Alla figura avicola, argomento principe, l’Autore associa un altro motivo ornamentale che nell’arte paesana è a volte connesso con la figura alata, quello della luna. La relazione con l’astro notturno viene esplicata  innanzitutto attraverso l’importante fattore temporale: se è nelle festività che ab antiquo si riattizza il fuoco nuovo e si preparano le bevande sacre ovvero quelle dell’ ebbrezza come soma, idromele, birra, è però dalla luna che il tempo viene misurato ed è in virtù di essa che nel calendario agrario si codifica la cadenza della festa. Il folclore nonché la linguistica europei confermano quanto a lungo il mondo rurale sia stato vincolato all’antichissimo calendario lunare. L’astro notturno viene poi figurato nelle varie tradizioni come:


I una botte colma di nèttare divino che si illumina, si riempie e si vuota;


II il caldaio libero nel cielo che cuoce da solo, si arroventa, è colmo di acqua bollente e di bocconi appetitosi d’ogni sorta e si muove come un carro, viene frantumato in pezzi ma poi di nuovo ricomposto.  (In questa veste, l’astro lunare mostra una qualche similarità con il culto di Perun nella antica Russia, dato che questo dio era visto come muoversi su di un carro di fuoco lungo la volta celeste);  


III un uccello brillante, dorato e di fuoco, ripieno della bevanda di ebbrezza e veicolo dunque di tutto ciò che sia connesso ala stessa: acqua di vita, di immortalità, erba della salute o della nascita, o ancora della pietra delle meraviglie o dell’oro;


IV un toro luminoso che ha in sé latte e tutti i semi possibili;


V la botte miracolosa che alberga ogni sorta di pianta.

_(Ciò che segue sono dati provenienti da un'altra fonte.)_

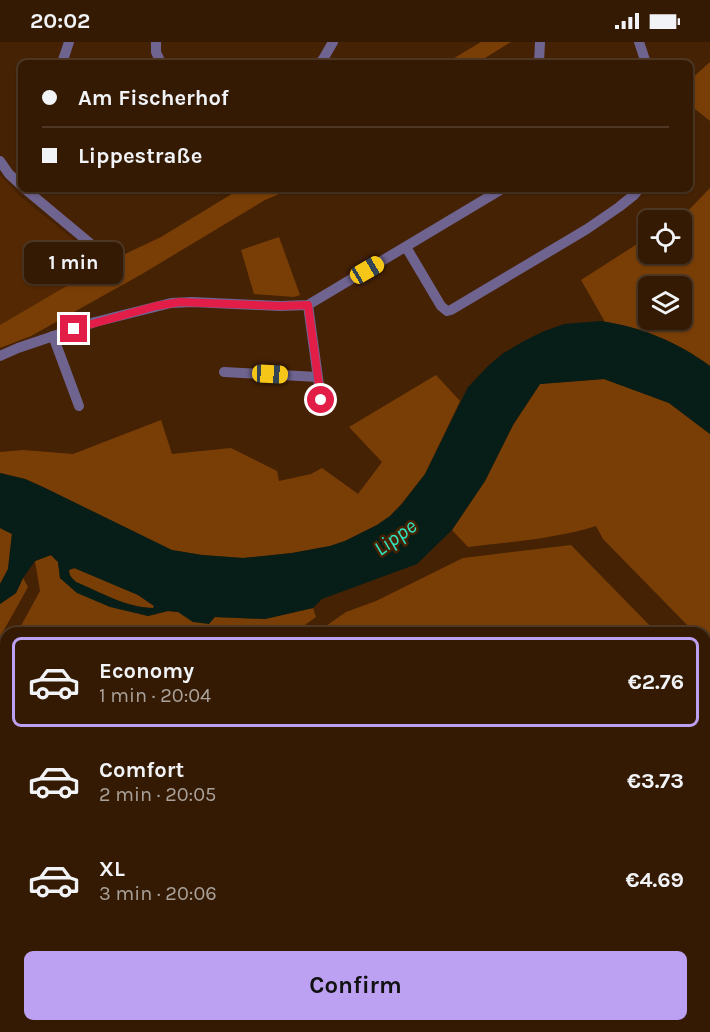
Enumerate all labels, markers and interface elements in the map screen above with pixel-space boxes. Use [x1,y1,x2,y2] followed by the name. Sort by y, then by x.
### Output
[30,8,90,34] text: 20:02
[78,85,229,111] text: Am Fischerhof
[78,143,202,169] text: Lippestraße
[638,210,692,330] map controls
[638,210,692,264] button: locate
[25,242,124,284] callout: 1 min
[48,251,99,274] text: 1 min
[347,253,387,287] car
[638,276,692,330] button: layers
[60,315,87,342] route end
[252,364,288,384] car
[307,386,334,413] route start
[369,513,421,560] water label: Lippe
[27,655,81,709] icon: car
[99,658,194,684] text: Economy
[628,669,684,695] text: €2.76
[99,684,211,707] text: 1 min · 20:04
[27,754,81,808] icon: car
[99,757,184,783] text: Comfort
[627,768,684,794] text: €3.73
[99,783,216,806] text: 2 min · 20:05
[27,853,81,907] icon: car
[99,856,125,882] text: XL
[625,867,684,893] text: €4.69
[99,882,217,905] text: 3 min · 20:06
[24,951,687,1020] button: Confirm

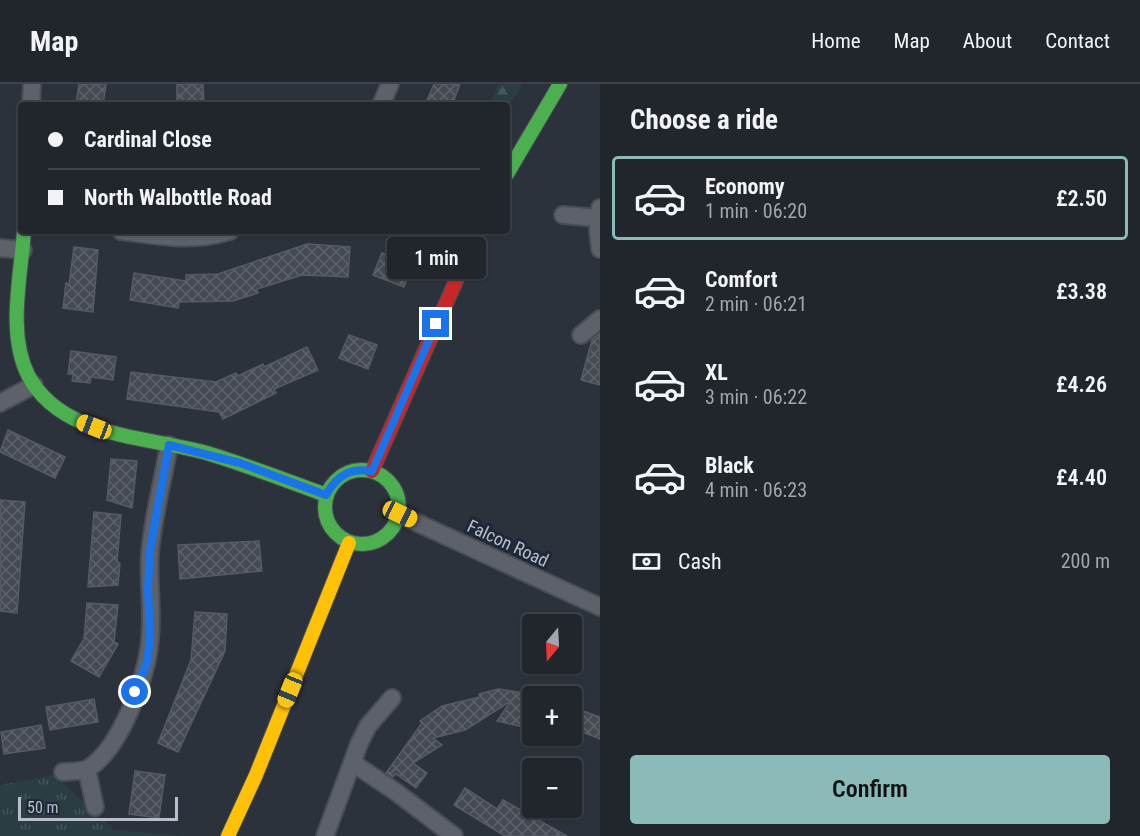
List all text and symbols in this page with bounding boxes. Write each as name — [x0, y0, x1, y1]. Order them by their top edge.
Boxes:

Il motivo del caldaio che cuoce e ribolle da solo ricorre pure nei racconti italiani e negli Schwanken tedeschi per i quali è attestato che a volte sono adombrati dei contenuti molto antichi.  

Abbiamo visto come la forma a mezzaluna del manico contraddistingua alcuni tipi di Kowsch e da quanto precede ne possiamo intuire la ragione dell’associarsi alla figura alata. Come spesso avviene nelle favole dove diversi possono essere i segni e gli episodi del mito che confluiscono nel racconto ed il tutto si affastella in varie trame, così in quello che possiamo forse definire la traduzione in plastica della favola, ovvero l’oggetto dell’arte paesana, di varia origine possono essere i motivi ornamentali e non tutti legati in un unico e lineare racconto mitologico. Ciò credo possa spiegare che invero è l’uccello il vero punto fisso ed irrinunciabile nel quale cercare di comprendere l’antefatto primordiale che l’artiere paesano rievoca nell’intagliare il legno che darà il bravo mestolo. Volendo tentare una ulteriore precisazione, il motivo della luna o mezzaluna con tutta l’immensa mole di argomenti del mito che esso reca, quali ad esempio la notte come il non manifestato e le acque come il virtuale o il germe di ogni cosa, è da ritenersi qui aggiuntivo e legato più che altro alla parte a “calice” o a “navicella” del Kowsch


È inutile qui soffermarsi troppo su questo aggiungersi nell’ornamento del motivo a luna nel mestolo, sia in ogni caso notato che esso si svolge in un modo coerente: come da sempre un bacile colmo d’acqua rappresenta in forma simbolica la possibilità del manifestarsi d’ogni virtualità contenuta in germe entro le grandi Acque primordiali rappresentate in modello dal bacile, così pel Kowsch ricolmo della bevanda inebriante possiamo senza incoerenza estendere l’idea che entro di esso vi siano raccolte, ancora inespresse, tutte le virtualità che detta bevanda può propiziare con gli stati estatici da essa indotti. Se non è ora obbligatorio entrare in un serrato esame del tema mitico dell’ebbrezza, dato che il nocciolo della questione riposa soprattutto nell’ornamento avicolo del Kowsch, vale di ricordare una storia interessante: nella mitologia nordico-scandinava, l’ebbrezza è individuata nel gigante Kvasir, il cui nome è evidentemente tratto dal termine Kvas che in danese e norvegese assume il significato di frutta spremute, mosto di tali frutta. Di questo gigante, così è raccontato negli Skâldskaparmâl dopo che un interlocutore domanda al poeta donde abbia origine l’arte della poesia:


“Ne è causa che gli dei (ovvero gli Asi) ebbero una guerra col popolo dei Vani. Ma convocato un incontro fra i nemici si trovò di fare una tregua a questo modo: si accostarono entrambi i nemici a un medesimo vaso e vi vomitarono dentro. Quando si separarono, gli dei presero il vaso e non lo vollero lasciare: ne modellarono un gigante di nome Kvasir. Egli era così saggio che non vi era domanda al mondo per la quale egli non desse risposta. Partì pel  vasto mondo a insegnare la saggezza ma un dì andò a trovare i nani Fjalarr e Galarr che l’avevano invitato. Essi lo trassero in disparte e lo uccisero. Fecero colare il sangue in due vasi e in un paiolo; il paiolo si chiama Odhroerir, i due vasi Sôn e Bodhn. Mescolarono al sangue del miele e si formò un idromele tale che chiunque ne beva diviene poeta o saggio. I nani dissero agli Asi che Kvasir era soffocato nella propria intelligenza perché nessuno vi era di così abile per esaurire il suo sapere per mezzo di domande…”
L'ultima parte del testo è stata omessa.